Broken Window Studios have already made waves in the virtual reality (VR) scene with their interesting take on survival horror, Grave, following a successful Kickstarter campaign. Not ready to stop there, the team has a second VR title in development, Reflections, however despite having been a project burning in the background since 2012, is not yet ready to make the leap onto a head-mounted display (HMD).
Reflections is being built with VR in mind, however the demonstration version VRFocus has been hands-on with was playable only on a traditional 2D monitor. This limitation could be for any number of reasons, but top of the list is most likely comfort: any developer can stick you in an unfinished build of their project and place a HMD on your head, but it’s the ones attuned to the technology that will be reluctant to do so until it’s ready for that jump.
Despite not being available to play in VR, it’s easy to see just how Reflections will perform in these very different conditions. The videogame world is black and white. It’s cold and unwelcoming despite the very familiar surroundings of the demo. An average house in an average small town; average people living not-so-average lives. Key to Reflections is the way in which you treat these people, forming (or breaking) relationships and interacting with the world they live in.
Colour brings the world to life as you choose to interact with it. Reflections is a playground in which leaving your mark upon objects and people is a symbol of progress, however the direction in which you choose to travel is entirely your own. Broken Window Studios have added an incredible amount of incidental activity to Reflections in order to allow you to feel as though you are actually living in this world. Along with having the freedom to choose, there are seemingly necessary actions that can be missed; thusly the path you will follow will be changed in this and subsequent chapters.
This is what the team refer to as the ‘Storyteller System’. At first it would be easy to dismiss this as a direct redraft of Telltale Games’ groundbreaking work in episodic content, but the freedom afforded the player makes for a much more complicated delivery. The fact that the player can entirely alter the course of the story by interacting with or ignoring key elements suggests that later chapters may begin entirely differently to that which would occur had alternative paths been taken. It’s not yet known how this will pan out, but given the variety of opportunities available in this early demonstration version of the videogame Broken Window Studios certainly have their work cut out to ensure that Reflections comes together as a cohesive whole.
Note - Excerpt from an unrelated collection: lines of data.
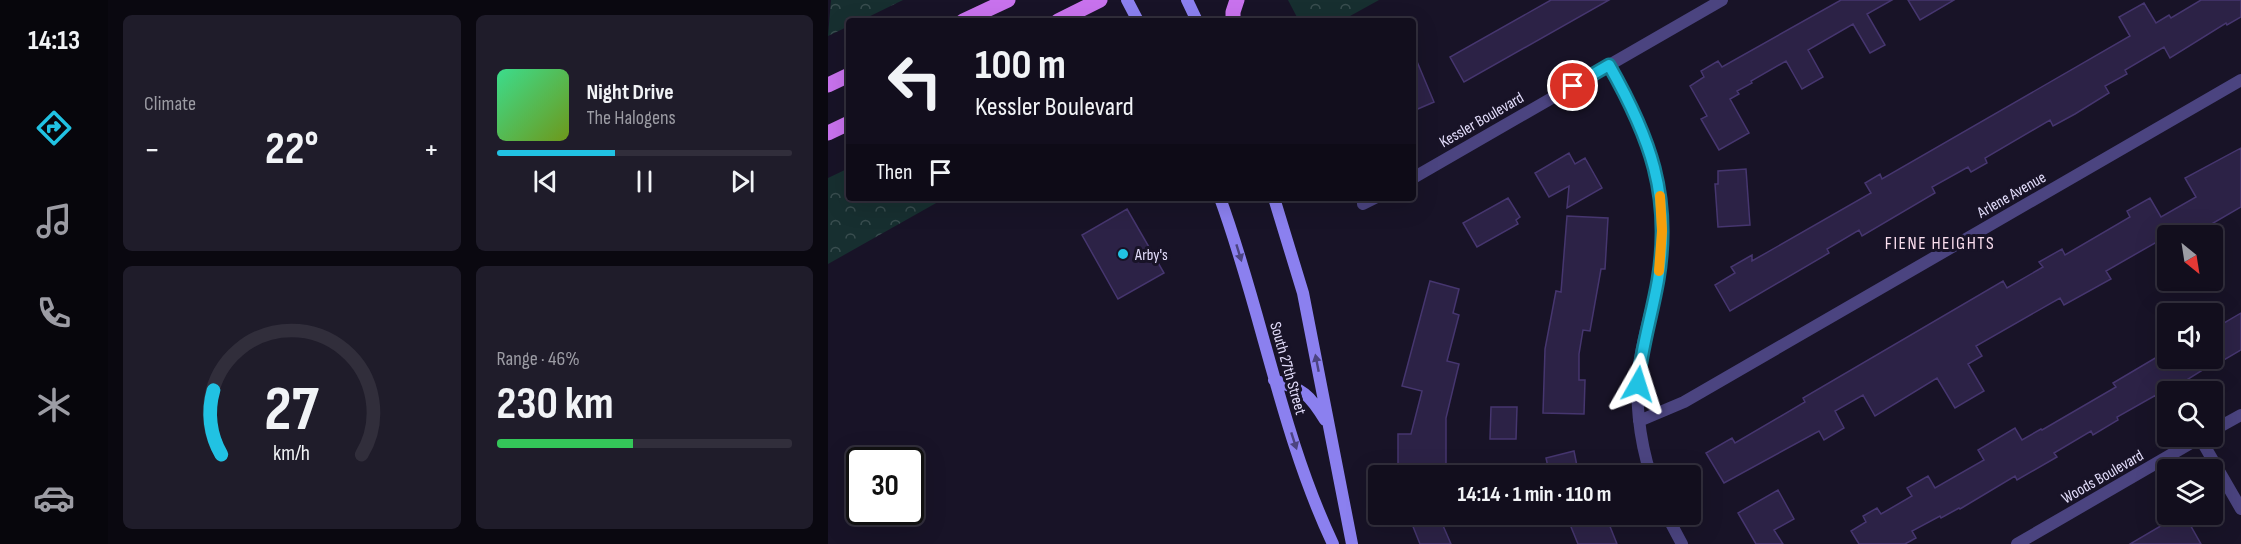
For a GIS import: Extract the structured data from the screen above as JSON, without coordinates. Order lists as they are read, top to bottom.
{
  "streets": {
    "main road": ["South 27th Street"],
    "street": ["Kessler Boulevard", "Arlene Avenue", "Woods Boulevard"]
  },
  "districts": ["FIENE HEIGHTS"],
  "places": ["Arby's"],
  "north": "bottom right",
  "page": {
    "tabs": "14:13",
    "tile": [
      "Climate",
      ["Range · 46%", "230 km"]
    ],
    "turn": ["100 m", "Kessler Boulevard"],
    "song": ["Night Drive", "The Halogens"],
    "heat": ["−", "22°", "+"],
    "then": "Then",
    "limit": "30",
    "trip": "14:14 · 1 min · 110 m",
    "gauge": ["27", "km/h"]
  }
}
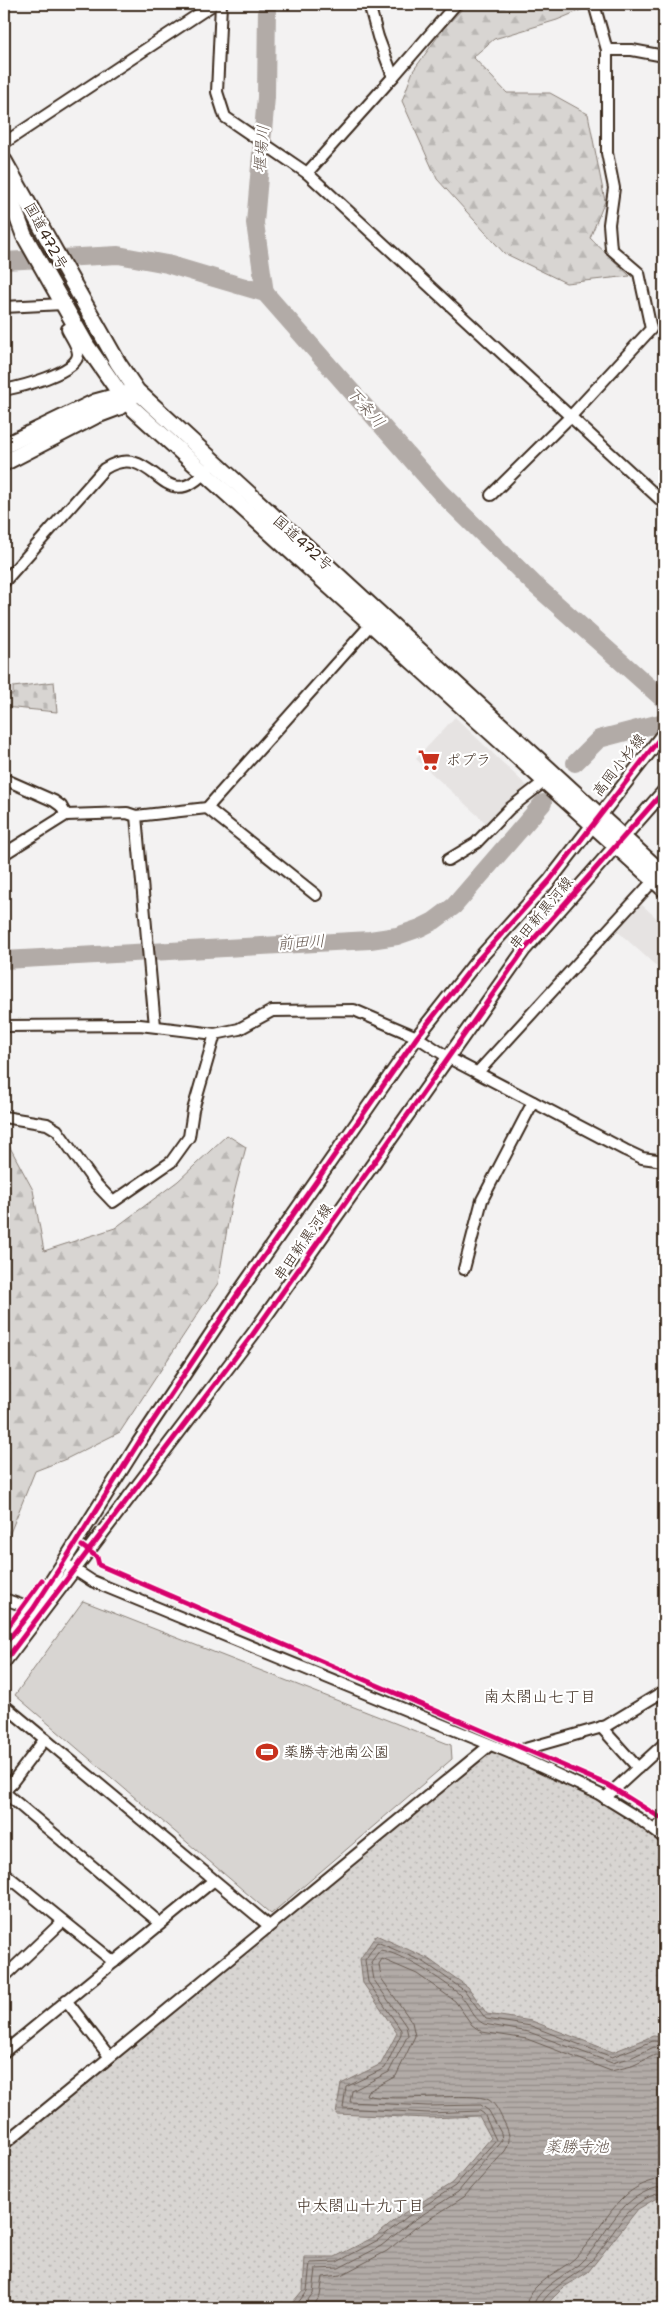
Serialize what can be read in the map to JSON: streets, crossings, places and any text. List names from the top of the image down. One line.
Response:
{"streets":{"highway":["国道472号"],"main road":["高岡小杉線","串田新黒河線"]},"crossings":[["国道472号","高岡小杉線"],["国道472号","串田新黒河線"],["高岡小杉線","串田新黒河線"]],"districts":["南太閤山七丁目","中太閤山十九丁目"],"water":["堰場川","下条川","前田川","薬勝寺池"],"places":{"supermarket":["ポプラ"],"sports":["薬勝寺池南公園"]}}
Successfully adapting this experience to VR will demand more in the way of optimisation than any difficulties in design. A first-person experience, Reflections plays at a leisurely pace and doesn’t demand anything of the player that wouldn’t be expected in a real-world situation: answering the phone, listening to radio, searching through draws to find a lost key. Reflections is a surreal pastiche of real life, and is arguably a more attractive proposition than Grave because of it.